Stored items:
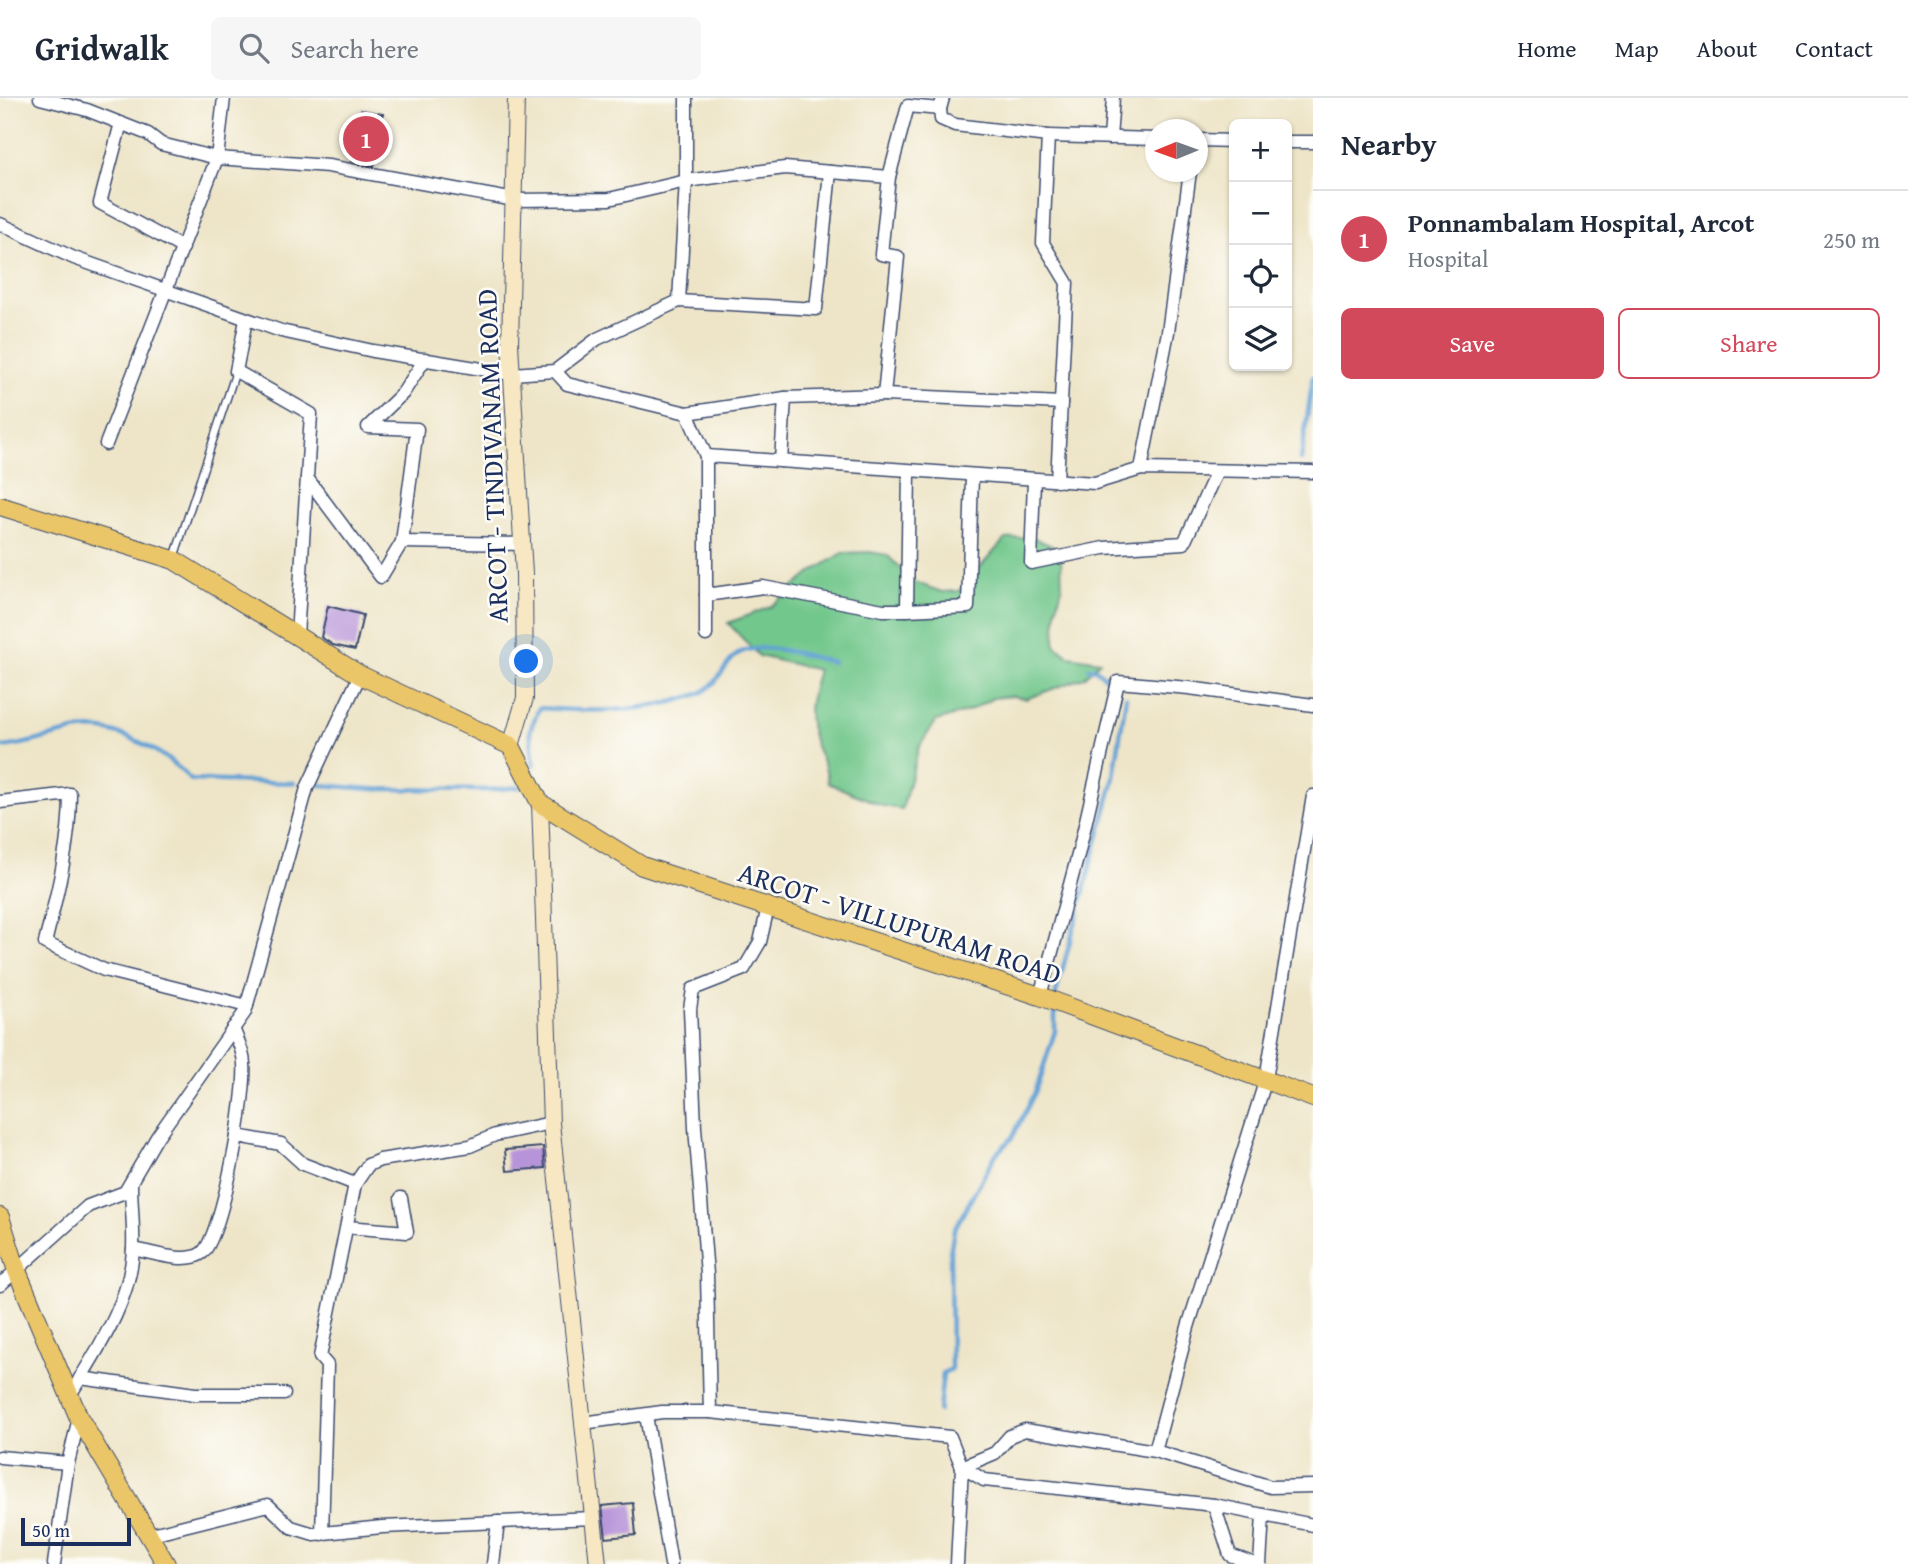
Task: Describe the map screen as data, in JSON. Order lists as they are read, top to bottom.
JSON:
{
  "streets": {
    "main road": ["ARCOT - TINDIVANAM ROAD", "ARCOT - VILLUPURAM ROAD"]
  },
  "scale_bar": "50 m",
  "north": "left",
  "page": {
    "header": "Gridwalk",
    "search": "Search here",
    "nav": [
      "Home",
      "Map",
      "About",
      "Contact"
    ],
    "heading": "Nearby",
    "pins": "1",
    "map_buttons": ["+", "−"],
    "list": [
      {
        "mark": "1",
        "name": "Ponnambalam Hospital, Arcot",
        "note": "Hospital",
        "value": "250 m"
      }
    ],
    "buttons": ["Save", "Share"],
    "scale": "50 m"
  }
}
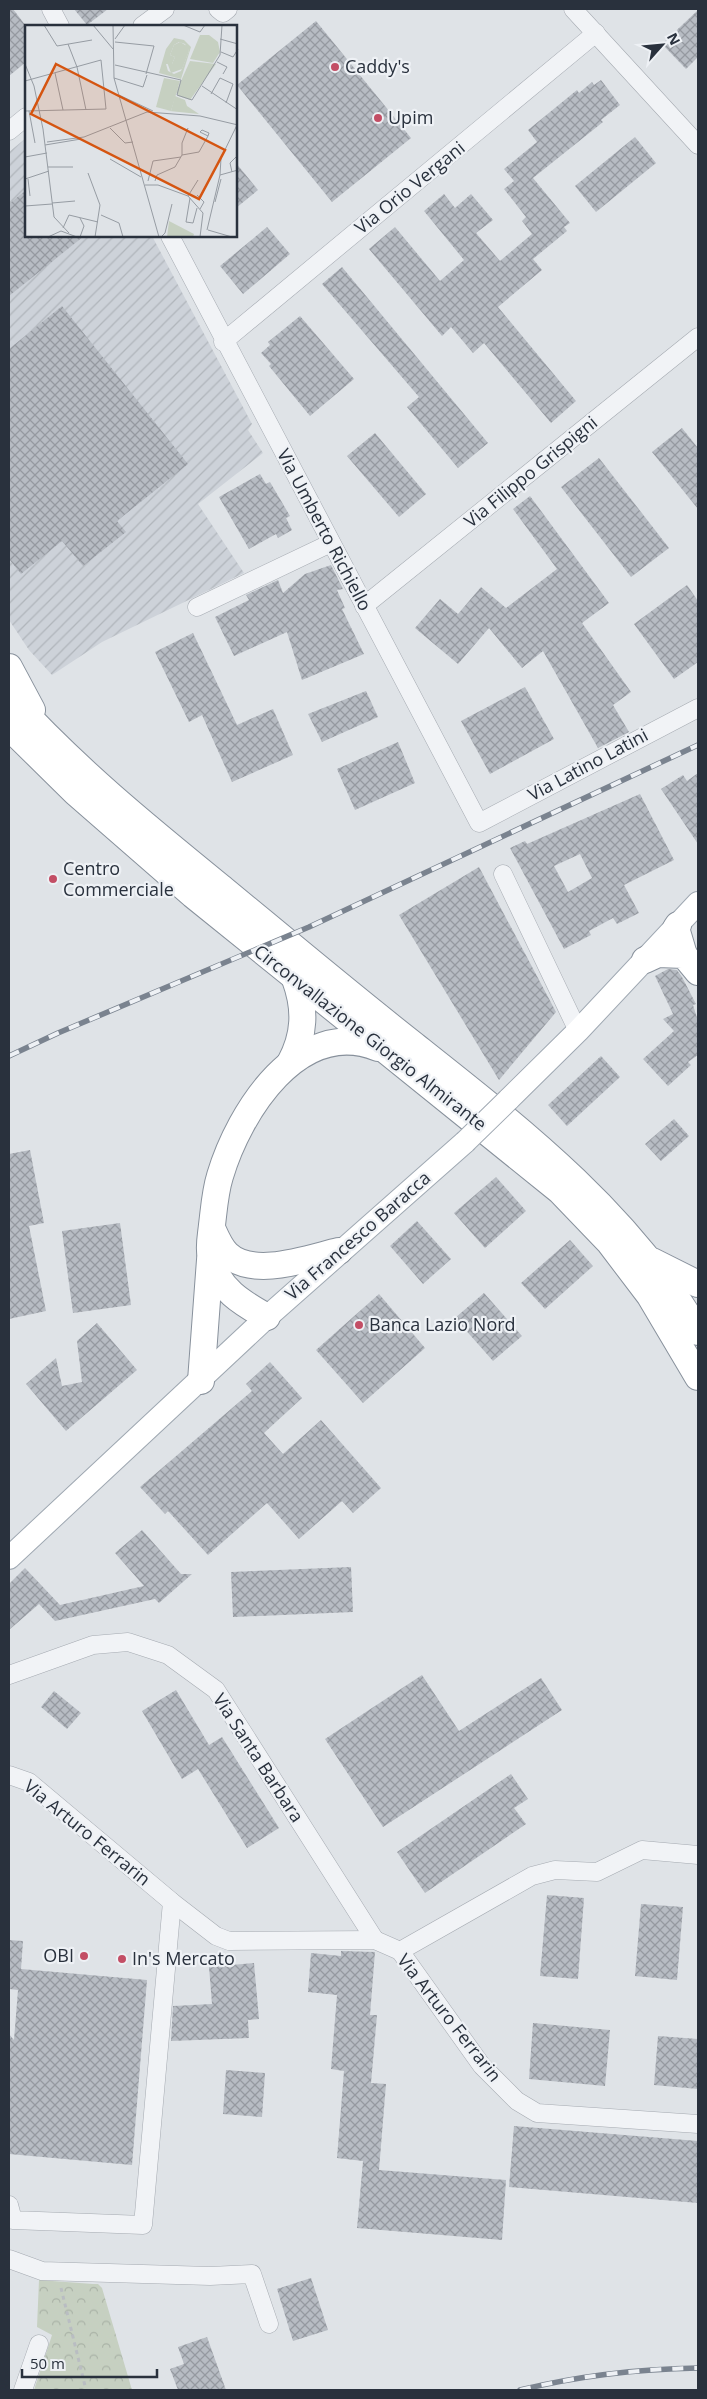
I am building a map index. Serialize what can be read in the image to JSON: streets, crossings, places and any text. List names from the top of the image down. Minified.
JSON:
{"streets":{"highway":["Circonvallazione Giorgio Almirante"],"main road":["Via Francesco Baracca"],"street":["Via Orio Vergani","Via Filippo Grispigni","Via Umberto Richiello","Via Latino Latini","Via Santa Barbara","Via Arturo Ferrarin"]},"crossings":[["Via Orio Vergani","Via Umberto Richiello"],["Via Filippo Grispigni","Via Umberto Richiello"],["Via Umberto Richiello","Via Latino Latini"],["Via Santa Barbara","Via Arturo Ferrarin"]],"places":["Caddy's","Upim","Centro Commerciale","Banca Lazio Nord","OBI","In's Mercato"],"scale_bar":"50 m","north":"top right"}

--- WHAT TO DO ---
The answer must repeat every record exactly, with all pictures left out.

--- EXPECTED ANSWER ---
Task: Describe the map screen as data, in JSON. Order lists as they are read, top to bottom.
JSON:
{
  "streets": {
    "main road": ["ARCOT - TINDIVANAM ROAD", "ARCOT - VILLUPURAM ROAD"]
  },
  "scale_bar": "50 m",
  "north": "left",
  "page": {
    "header": "Gridwalk",
    "search": "Search here",
    "nav": [
      "Home",
      "Map",
      "About",
      "Contact"
    ],
    "heading": "Nearby",
    "pins": "1",
    "map_buttons": ["+", "−"],
    "list": [
      {
        "mark": "1",
        "name": "Ponnambalam Hospital, Arcot",
        "note": "Hospital",
        "value": "250 m"
      }
    ],
    "buttons": ["Save", "Share"],
    "scale": "50 m"
  }
}
I am building a map index. Serialize what can be read in the image to JSON: streets, crossings, places and any text. List names from the top of the image down. Minified.
JSON:
{"streets":{"highway":["Circonvallazione Giorgio Almirante"],"main road":["Via Francesco Baracca"],"street":["Via Orio Vergani","Via Filippo Grispigni","Via Umberto Richiello","Via Latino Latini","Via Santa Barbara","Via Arturo Ferrarin"]},"crossings":[["Via Orio Vergani","Via Umberto Richiello"],["Via Filippo Grispigni","Via Umberto Richiello"],["Via Umberto Richiello","Via Latino Latini"],["Via Santa Barbara","Via Arturo Ferrarin"]],"places":["Caddy's","Upim","Centro Commerciale","Banca Lazio Nord","OBI","In's Mercato"],"scale_bar":"50 m","north":"top right"}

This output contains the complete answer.